> _Task to complete_:
Reproduce the records that follow without alteration, apart from removing the pictures.

Collected data entries
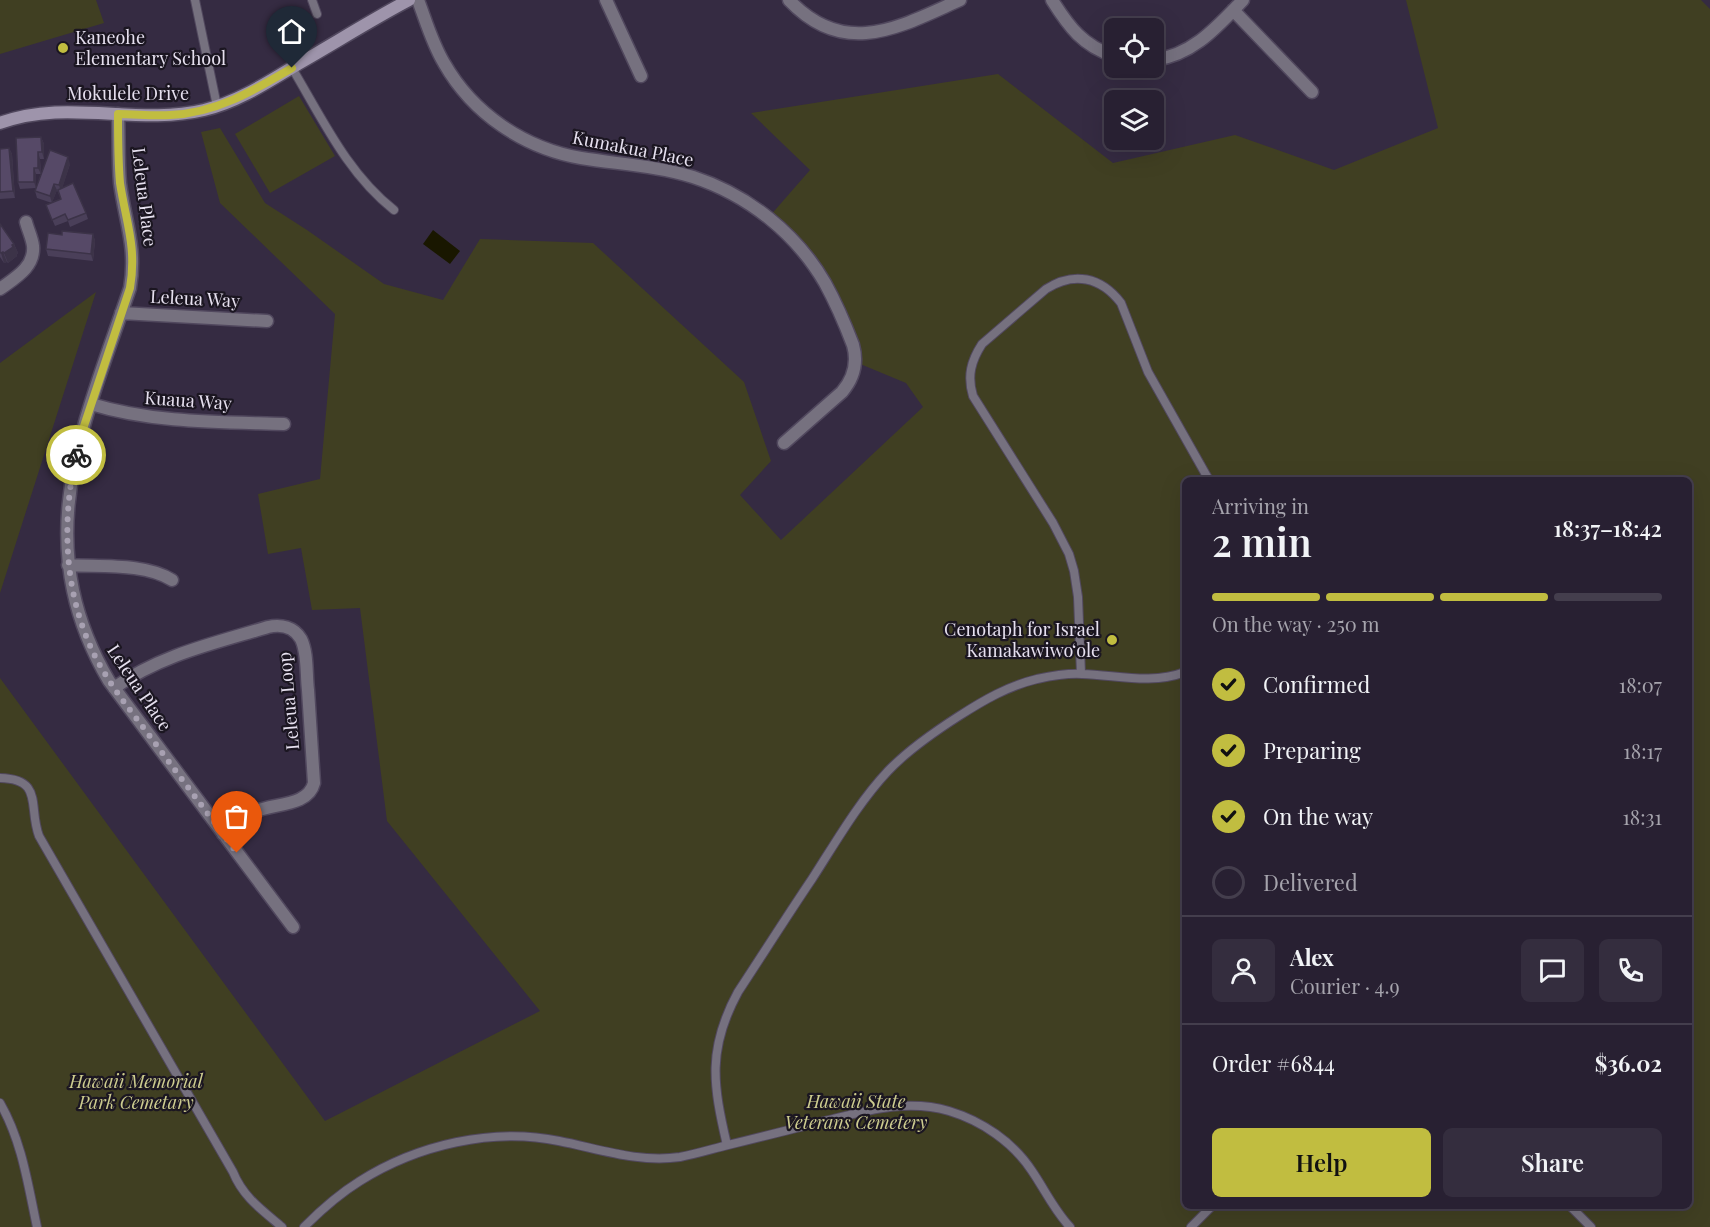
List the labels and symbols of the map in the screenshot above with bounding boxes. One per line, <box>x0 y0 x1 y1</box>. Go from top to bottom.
pin <box>266 6 317 68</box>
place label: Kaneohe Elementary School <box>75 25 226 70</box>
marker: Kaneohe Elementary School <box>56 41 70 55</box>
street label: Mokulele Drive <box>67 81 189 105</box>
street label: Kumakua Place <box>570 124 696 172</box>
street label: Leleua Place <box>127 146 163 248</box>
street label: Leleua Way <box>149 284 241 312</box>
street label: Kuaua Way <box>144 385 233 415</box>
courier <box>46 425 106 485</box>
place label: Cenotaph for Israel Kamakawiwoʻole <box>944 617 1100 662</box>
marker: Cenotaph for Israel Kamakawiwoʻole <box>1105 633 1119 647</box>
street label: Leleua Place <box>102 639 178 736</box>
street label: Leleua Loop <box>272 651 304 751</box>
pin <box>211 791 262 853</box>
park label: Hawaii Memorial Park Cemetary <box>68 1069 204 1114</box>
park label: Hawaii State Veterans Cemetery <box>785 1089 928 1134</box>

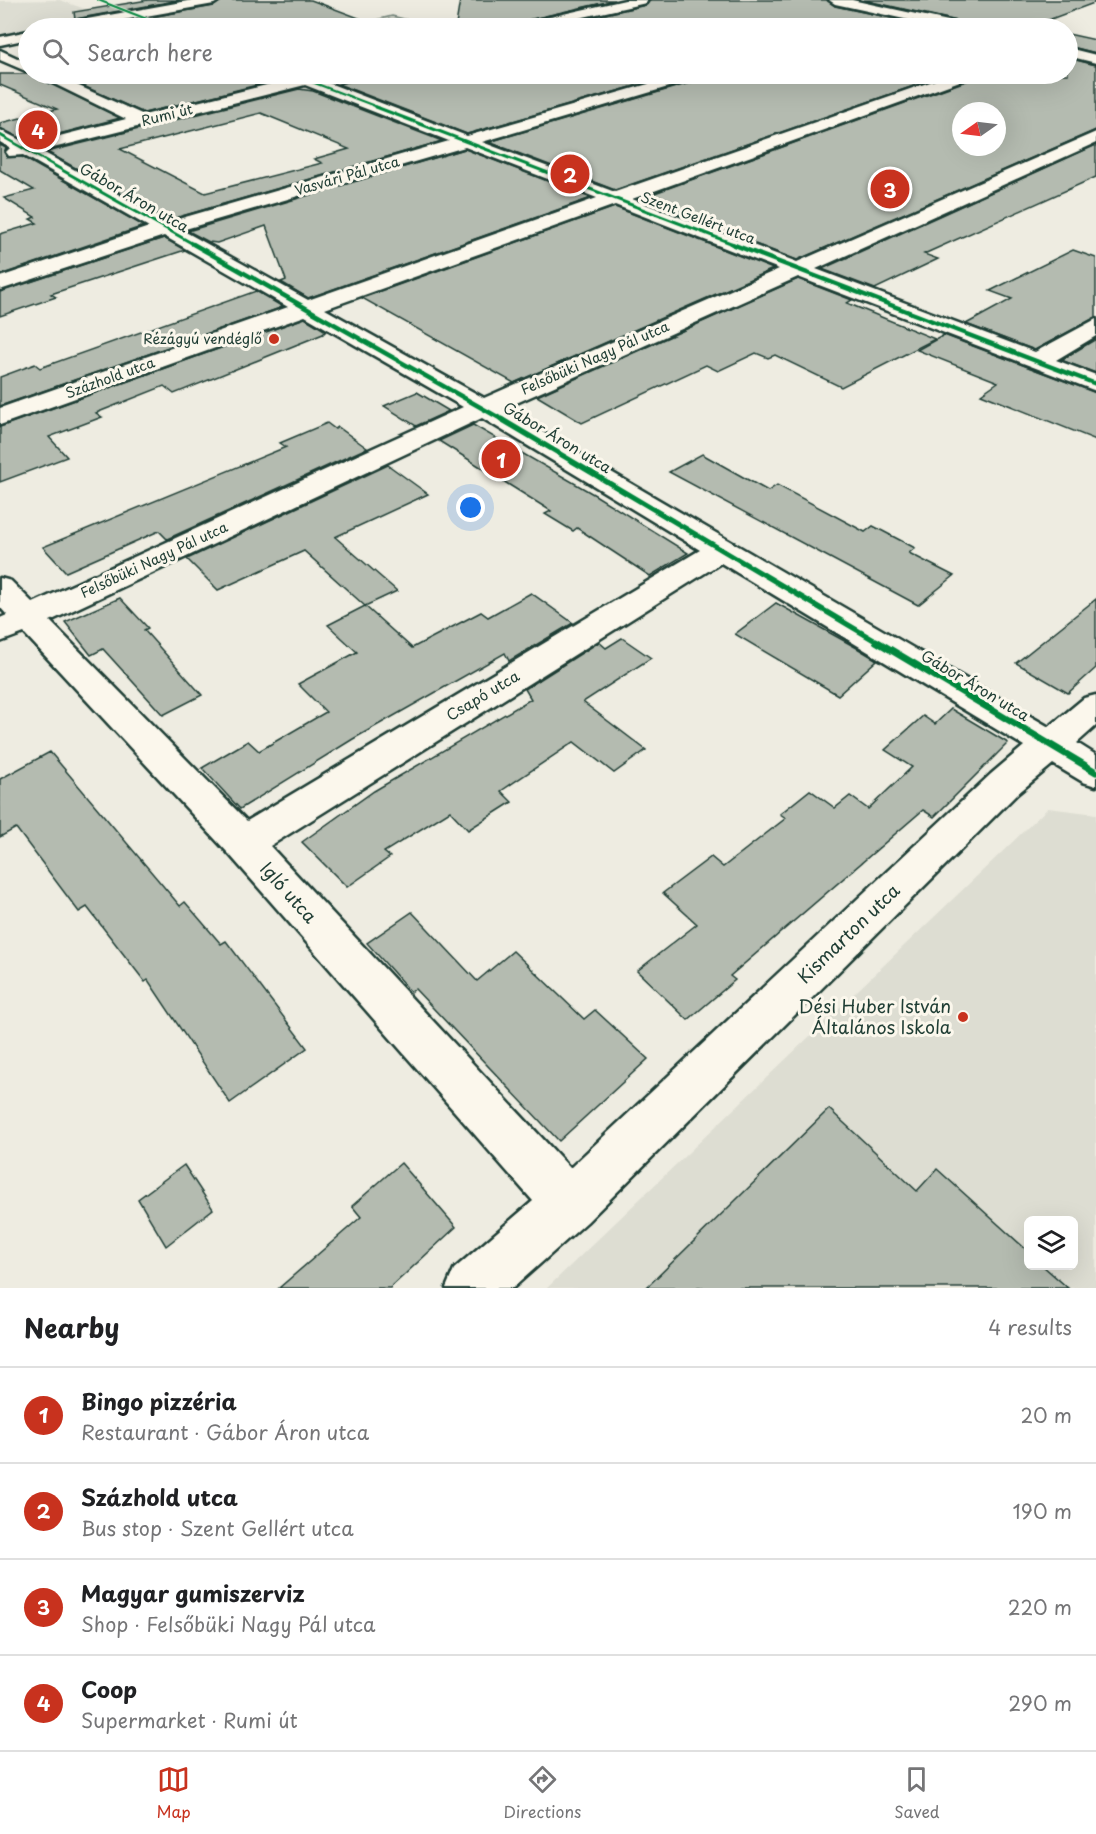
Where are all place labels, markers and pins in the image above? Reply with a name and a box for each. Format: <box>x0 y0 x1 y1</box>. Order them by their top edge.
pin: 4 <box>18 108 57 152</box>
pin: 2 <box>550 152 590 196</box>
pin: 3 <box>870 166 910 212</box>
place label: Rézágyú vendéglő <box>143 328 262 349</box>
marker: Rézágyú vendéglő <box>267 332 281 346</box>
pin: 1 <box>482 436 520 482</box>
place label: Dési Huber István Általános Iskola <box>798 992 952 1040</box>
marker: Dési Huber István Általános Iskola <box>956 1010 970 1024</box>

> _Answer box_:
List the labels and symbols of the map in the screenshot above with bounding boxes. One per line, <box>x0 y0 x1 y1</box>. Go from top to bottom.
pin <box>266 6 317 68</box>
place label: Kaneohe Elementary School <box>75 25 226 70</box>
marker: Kaneohe Elementary School <box>56 41 70 55</box>
street label: Mokulele Drive <box>67 81 189 105</box>
street label: Kumakua Place <box>570 124 696 172</box>
street label: Leleua Place <box>127 146 163 248</box>
street label: Leleua Way <box>149 284 241 312</box>
street label: Kuaua Way <box>144 385 233 415</box>
courier <box>46 425 106 485</box>
place label: Cenotaph for Israel Kamakawiwoʻole <box>944 617 1100 662</box>
marker: Cenotaph for Israel Kamakawiwoʻole <box>1105 633 1119 647</box>
street label: Leleua Place <box>102 639 178 736</box>
street label: Leleua Loop <box>272 651 304 751</box>
pin <box>211 791 262 853</box>
park label: Hawaii Memorial Park Cemetary <box>68 1069 204 1114</box>
park label: Hawaii State Veterans Cemetery <box>785 1089 928 1134</box>

Where are all place labels, markers and pins in the image above? Reply with a name and a box for each. Format: <box>x0 y0 x1 y1</box>. Order them by their top edge.
pin: 4 <box>18 108 57 152</box>
pin: 2 <box>550 152 590 196</box>
pin: 3 <box>870 166 910 212</box>
place label: Rézágyú vendéglő <box>143 328 262 349</box>
marker: Rézágyú vendéglő <box>267 332 281 346</box>
pin: 1 <box>482 436 520 482</box>
place label: Dési Huber István Általános Iskola <box>798 992 952 1040</box>
marker: Dési Huber István Általános Iskola <box>956 1010 970 1024</box>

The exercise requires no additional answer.